Extracted data >>
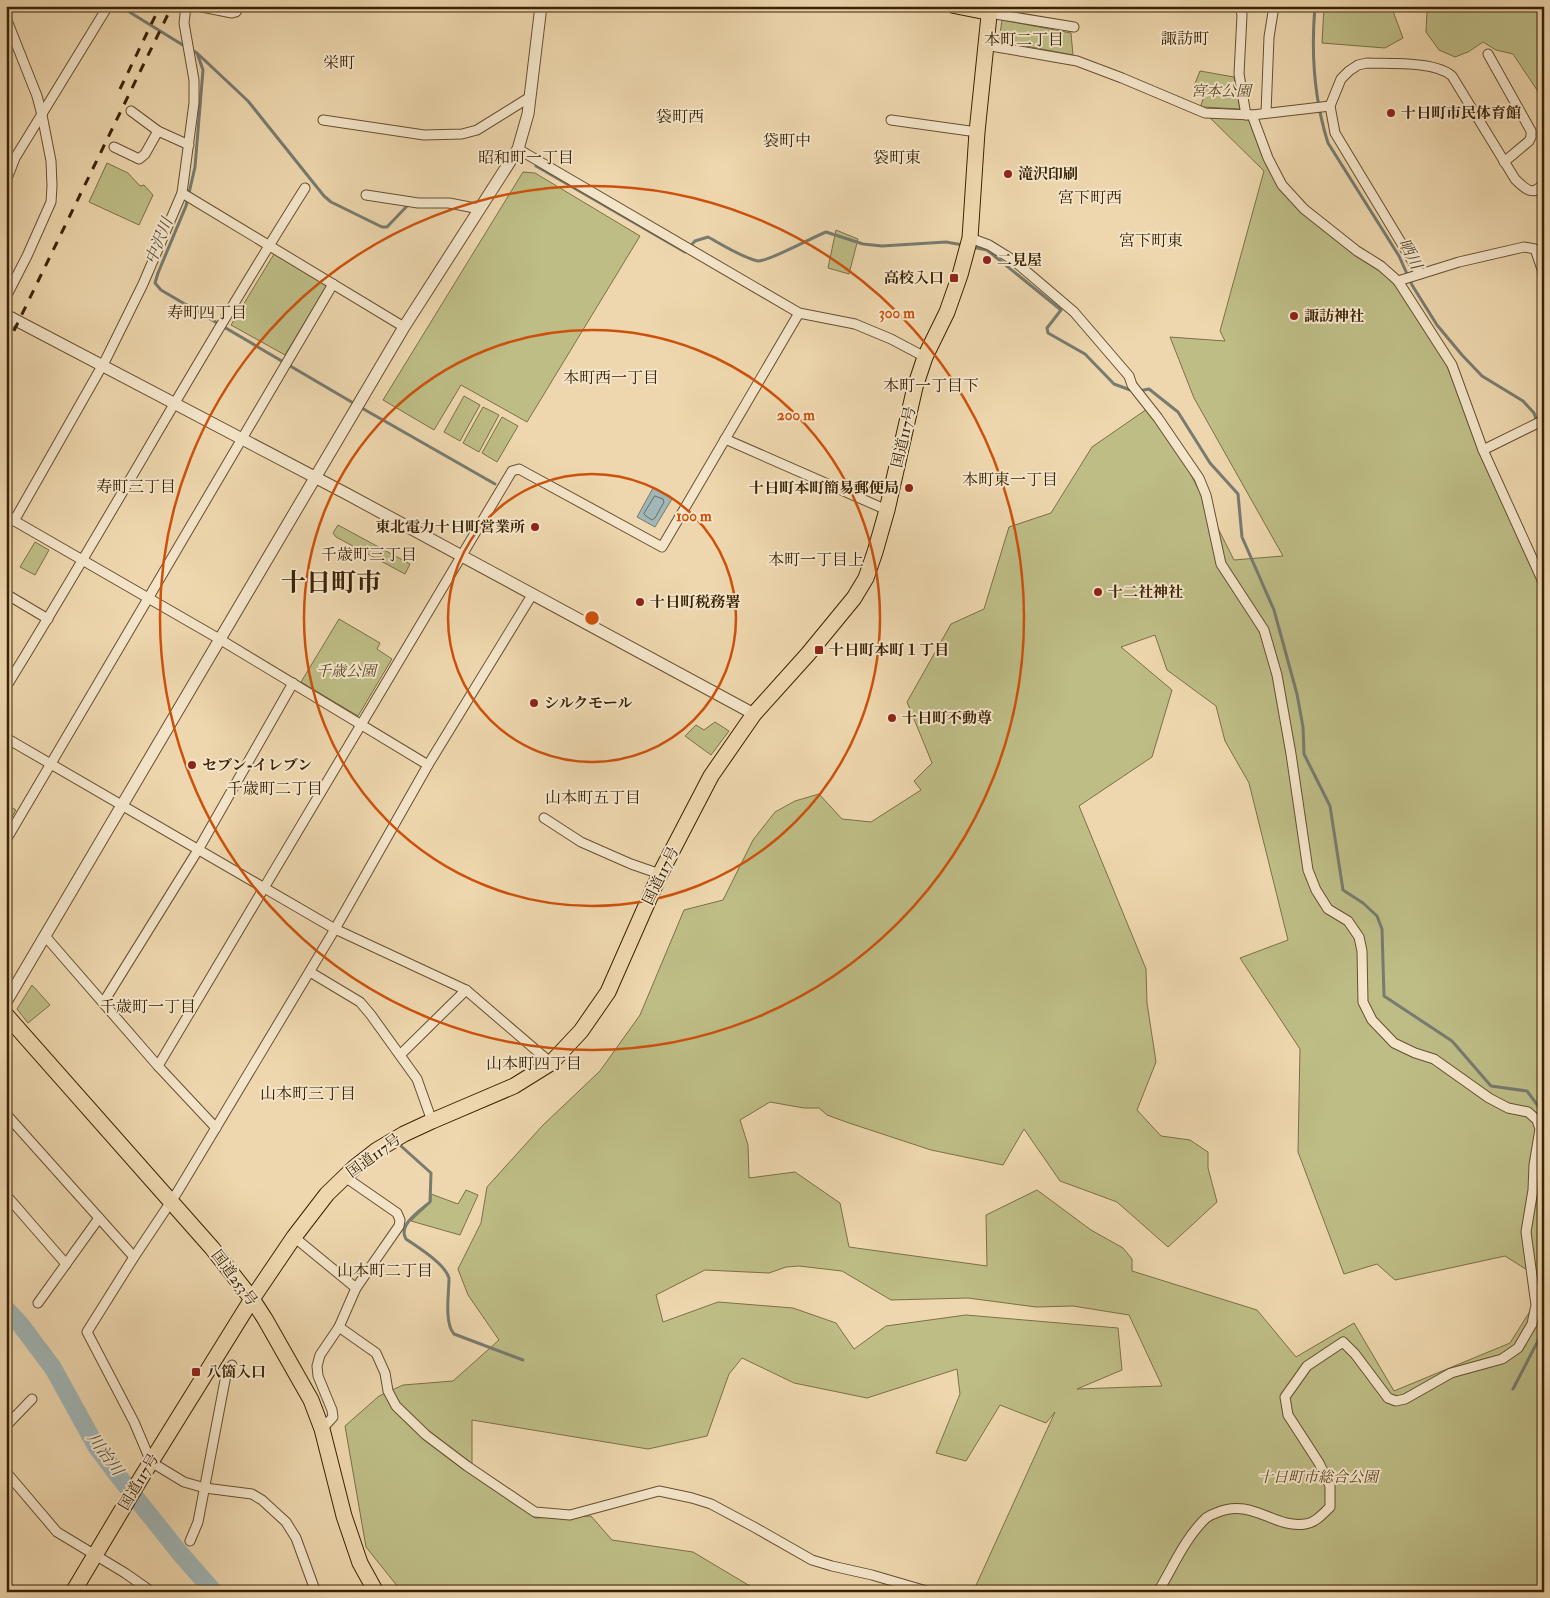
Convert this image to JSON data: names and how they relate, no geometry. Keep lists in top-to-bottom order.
{
  "streets": {
    "highway": ["国道117号", "国道253号"]
  },
  "crossings": [
    ["国道117号", "国道253号"]
  ],
  "districts": [
    "諏訪町",
    "本町二丁目",
    "栄町",
    "袋町西",
    "袋町中",
    "昭和町一丁目",
    "袋町東",
    "宮下町西",
    "宮下町東",
    "寿町四丁目",
    "本町西一丁目",
    "本町一丁目下",
    "本町東一丁目",
    "寿町三丁目",
    "千歳町三丁目",
    "本町一丁目上",
    "十日町市",
    "千歳町二丁目",
    "山本町五丁目",
    "千歳町一丁目",
    "山本町四丁目",
    "山本町三丁目",
    "山本町二丁目"
  ],
  "water": ["中沢川", "晒川", "川治川"],
  "parks": ["宮本公園", "千歳公園", "十日町市総合公園"],
  "places": {
    "other": [
      "十日町市民体育館",
      "滝沢印刷",
      "二見屋",
      "諏訪神社",
      "十日町本町簡易郵便局",
      "東北電力十日町営業所",
      "十二社神社",
      "十日町税務署",
      "シルクモール",
      "十日町不動尊",
      "セブン-イレブン"
    ],
    "transit": ["高校入口", "十日町本町１丁目", "八箇入口"]
  },
  "rings": ["300 m", "200 m", "100 m"]
}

Work instructions >> Every record above must be printed exactly, except for its images.

Output for this exercise >>
Convert this image to JSON data: names and how they relate, no geometry. Keep lists in top-to-bottom order.
{
  "streets": {
    "highway": ["国道117号", "国道253号"]
  },
  "crossings": [
    ["国道117号", "国道253号"]
  ],
  "districts": [
    "諏訪町",
    "本町二丁目",
    "栄町",
    "袋町西",
    "袋町中",
    "昭和町一丁目",
    "袋町東",
    "宮下町西",
    "宮下町東",
    "寿町四丁目",
    "本町西一丁目",
    "本町一丁目下",
    "本町東一丁目",
    "寿町三丁目",
    "千歳町三丁目",
    "本町一丁目上",
    "十日町市",
    "千歳町二丁目",
    "山本町五丁目",
    "千歳町一丁目",
    "山本町四丁目",
    "山本町三丁目",
    "山本町二丁目"
  ],
  "water": ["中沢川", "晒川", "川治川"],
  "parks": ["宮本公園", "千歳公園", "十日町市総合公園"],
  "places": {
    "other": [
      "十日町市民体育館",
      "滝沢印刷",
      "二見屋",
      "諏訪神社",
      "十日町本町簡易郵便局",
      "東北電力十日町営業所",
      "十二社神社",
      "十日町税務署",
      "シルクモール",
      "十日町不動尊",
      "セブン-イレブン"
    ],
    "transit": ["高校入口", "十日町本町１丁目", "八箇入口"]
  },
  "rings": ["300 m", "200 m", "100 m"]
}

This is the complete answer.